A rich but bitter history

What kind of chocolate does a man who has logged 26 years at one of the world’s most celebrated chocolate companies recommend?

“I like dark; the stronger the better,” said Ray Fischbach, technical services director for Glendale-based Nestle USA.

The plug came during a lecture at Glendale Community College titled “The Art and Science of Making Chocolate,” during which the chocolate expert walked his audience through the history of the cocoa bean, from its earliest uses to modern-day processing techniques.

Cocoa was first consumed by indigenous tribes in Central America, Fischbach said. They harvested the beans from cocoa-producing trees, such as the criollo and forastero. The beans were then fermented, dried and ground up, and then mixed with water to produce a cool, frothy drink. The mixture was quite bitter, Fischbach said, and would probably have been unappetizing to a modern palate.

The great Aztec warrior Montezuma supposedly drank 50 gold goblets of it every day, he said.

“It was considered a food of the gods,” Fischbach said. “The cacao tree was supposedly brought down by the deities of ancient America.”

International trade eventually landed the drink in Spain, where it was sweetened, warmed and adopted by the rich. It wasn’t until the invention of the steam engine mechanized the grinding process that hot cocoa became affordable to common people, Fischbach said.

In 1829, chocolate pioneers developed the first cocoa press, which was followed a year later by the first chocolate bar. In 1875, Daniel Peter joined forces with Henri Nestle to develop milk chocolate. And today, technology allows fans to consume chocolate in all forms, textures and quantities, Fischbach said.

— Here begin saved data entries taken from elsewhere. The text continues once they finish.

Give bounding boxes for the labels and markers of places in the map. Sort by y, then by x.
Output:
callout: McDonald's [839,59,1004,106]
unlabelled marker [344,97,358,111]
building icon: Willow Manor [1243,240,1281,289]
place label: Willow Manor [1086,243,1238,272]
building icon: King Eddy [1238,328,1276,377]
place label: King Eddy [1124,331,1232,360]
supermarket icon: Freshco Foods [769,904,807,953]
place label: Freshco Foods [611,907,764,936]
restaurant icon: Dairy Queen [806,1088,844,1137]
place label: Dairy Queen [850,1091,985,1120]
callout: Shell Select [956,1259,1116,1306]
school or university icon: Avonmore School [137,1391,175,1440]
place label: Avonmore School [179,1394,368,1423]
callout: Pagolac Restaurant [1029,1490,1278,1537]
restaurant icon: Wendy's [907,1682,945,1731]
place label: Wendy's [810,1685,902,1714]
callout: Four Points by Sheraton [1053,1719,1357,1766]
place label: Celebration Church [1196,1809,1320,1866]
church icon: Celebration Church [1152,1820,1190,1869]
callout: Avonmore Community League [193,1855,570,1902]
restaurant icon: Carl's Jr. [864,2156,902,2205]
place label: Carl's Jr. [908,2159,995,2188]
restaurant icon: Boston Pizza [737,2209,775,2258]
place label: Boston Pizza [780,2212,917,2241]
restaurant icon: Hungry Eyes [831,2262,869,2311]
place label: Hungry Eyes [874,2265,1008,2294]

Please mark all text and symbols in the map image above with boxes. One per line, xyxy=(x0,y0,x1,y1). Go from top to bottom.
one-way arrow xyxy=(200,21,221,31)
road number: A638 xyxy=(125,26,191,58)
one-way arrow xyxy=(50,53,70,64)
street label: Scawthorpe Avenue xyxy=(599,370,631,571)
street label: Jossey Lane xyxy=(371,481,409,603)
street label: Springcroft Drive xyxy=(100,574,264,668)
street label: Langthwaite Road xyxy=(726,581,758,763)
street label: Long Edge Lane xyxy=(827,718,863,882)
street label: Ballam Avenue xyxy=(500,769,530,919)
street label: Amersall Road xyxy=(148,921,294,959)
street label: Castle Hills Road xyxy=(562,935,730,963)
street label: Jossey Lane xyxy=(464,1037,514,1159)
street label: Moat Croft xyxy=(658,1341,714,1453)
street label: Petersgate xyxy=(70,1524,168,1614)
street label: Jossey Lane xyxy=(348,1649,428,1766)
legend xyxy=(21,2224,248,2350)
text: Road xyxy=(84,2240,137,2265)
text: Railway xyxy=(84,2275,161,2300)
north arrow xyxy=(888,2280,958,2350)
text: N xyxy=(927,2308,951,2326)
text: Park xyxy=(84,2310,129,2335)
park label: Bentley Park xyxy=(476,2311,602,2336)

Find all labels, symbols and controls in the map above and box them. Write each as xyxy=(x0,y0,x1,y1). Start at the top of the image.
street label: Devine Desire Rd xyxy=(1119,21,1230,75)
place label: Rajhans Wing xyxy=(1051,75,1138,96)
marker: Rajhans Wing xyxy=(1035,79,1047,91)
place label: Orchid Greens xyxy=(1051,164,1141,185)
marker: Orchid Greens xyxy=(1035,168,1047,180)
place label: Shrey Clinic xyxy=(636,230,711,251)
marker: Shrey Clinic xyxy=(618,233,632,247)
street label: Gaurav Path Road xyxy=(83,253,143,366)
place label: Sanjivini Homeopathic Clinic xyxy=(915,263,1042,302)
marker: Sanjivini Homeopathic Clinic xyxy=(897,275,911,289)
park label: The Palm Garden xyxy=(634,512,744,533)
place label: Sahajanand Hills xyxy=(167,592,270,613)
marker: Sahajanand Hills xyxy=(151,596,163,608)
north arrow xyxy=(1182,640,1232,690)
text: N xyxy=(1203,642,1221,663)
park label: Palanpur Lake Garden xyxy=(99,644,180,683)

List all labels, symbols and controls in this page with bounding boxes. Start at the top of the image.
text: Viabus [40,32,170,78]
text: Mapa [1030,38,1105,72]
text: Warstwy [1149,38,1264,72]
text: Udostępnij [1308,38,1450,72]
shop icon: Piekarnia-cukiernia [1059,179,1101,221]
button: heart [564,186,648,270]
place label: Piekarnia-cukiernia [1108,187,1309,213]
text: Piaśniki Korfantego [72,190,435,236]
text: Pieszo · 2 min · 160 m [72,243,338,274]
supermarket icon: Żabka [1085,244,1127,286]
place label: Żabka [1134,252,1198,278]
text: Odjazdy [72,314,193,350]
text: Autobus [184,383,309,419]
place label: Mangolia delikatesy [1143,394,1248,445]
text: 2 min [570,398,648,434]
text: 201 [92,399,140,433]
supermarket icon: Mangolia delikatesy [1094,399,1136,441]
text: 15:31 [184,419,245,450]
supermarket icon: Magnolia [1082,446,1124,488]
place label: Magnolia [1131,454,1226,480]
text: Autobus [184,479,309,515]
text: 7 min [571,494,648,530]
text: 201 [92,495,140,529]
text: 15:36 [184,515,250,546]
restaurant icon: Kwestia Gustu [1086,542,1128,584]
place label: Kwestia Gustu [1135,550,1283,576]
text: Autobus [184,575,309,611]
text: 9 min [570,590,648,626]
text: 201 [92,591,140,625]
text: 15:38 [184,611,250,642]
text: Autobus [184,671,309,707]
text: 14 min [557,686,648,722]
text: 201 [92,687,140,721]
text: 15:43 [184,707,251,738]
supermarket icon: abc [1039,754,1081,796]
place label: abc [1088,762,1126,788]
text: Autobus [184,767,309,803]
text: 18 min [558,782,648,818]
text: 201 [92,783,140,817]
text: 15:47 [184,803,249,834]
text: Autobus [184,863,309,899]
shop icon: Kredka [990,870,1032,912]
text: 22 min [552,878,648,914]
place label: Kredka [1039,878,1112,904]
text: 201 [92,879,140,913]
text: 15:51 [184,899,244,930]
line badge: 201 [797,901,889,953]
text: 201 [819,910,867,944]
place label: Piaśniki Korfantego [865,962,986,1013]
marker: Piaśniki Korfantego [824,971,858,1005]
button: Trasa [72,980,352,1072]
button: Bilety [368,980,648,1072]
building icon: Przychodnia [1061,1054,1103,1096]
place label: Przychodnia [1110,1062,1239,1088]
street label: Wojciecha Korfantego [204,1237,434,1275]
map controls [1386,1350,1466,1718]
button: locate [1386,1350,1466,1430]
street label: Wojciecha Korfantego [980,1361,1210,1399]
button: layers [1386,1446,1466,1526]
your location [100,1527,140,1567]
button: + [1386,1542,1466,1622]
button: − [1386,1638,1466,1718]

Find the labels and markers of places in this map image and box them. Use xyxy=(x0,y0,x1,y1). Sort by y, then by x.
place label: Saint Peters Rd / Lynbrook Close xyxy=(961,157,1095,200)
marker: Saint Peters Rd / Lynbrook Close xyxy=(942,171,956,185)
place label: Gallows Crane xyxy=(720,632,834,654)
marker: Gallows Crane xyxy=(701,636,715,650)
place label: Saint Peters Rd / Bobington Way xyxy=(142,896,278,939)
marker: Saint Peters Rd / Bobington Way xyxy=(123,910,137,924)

“Chocolate is kind of like painting,” Fischbach said. “You can use it artistically.”

The technical director, who has helped launch some of Nestle’s signature products, detailed the conching process, which dictates the final smoothness of chocolate, as well as some of the molding techniques. He also explained how white chocolate is made.

“You can separate the oil from the cocoa,” Fischbach said. “The cocoa butter is white. It still tastes very chocolatey; it has that chocolate flavor.”

Chocolate also has some health benefits, he said, including antioxidants like those found in vegetables, fruits and red wine.

The cultivation of cocoa trees has spread from Central American to parts of Asia and Africa, Fischbach said. Today, about 70% of cocoa beans come from west Africa.

“We spend a lot of time making sure those blends give us the right finished product,” Fischbach said. “We do it based on what is available based on the crop, what is [a] reasonable cost versus what is not. Blending is a big part of what every processor does.”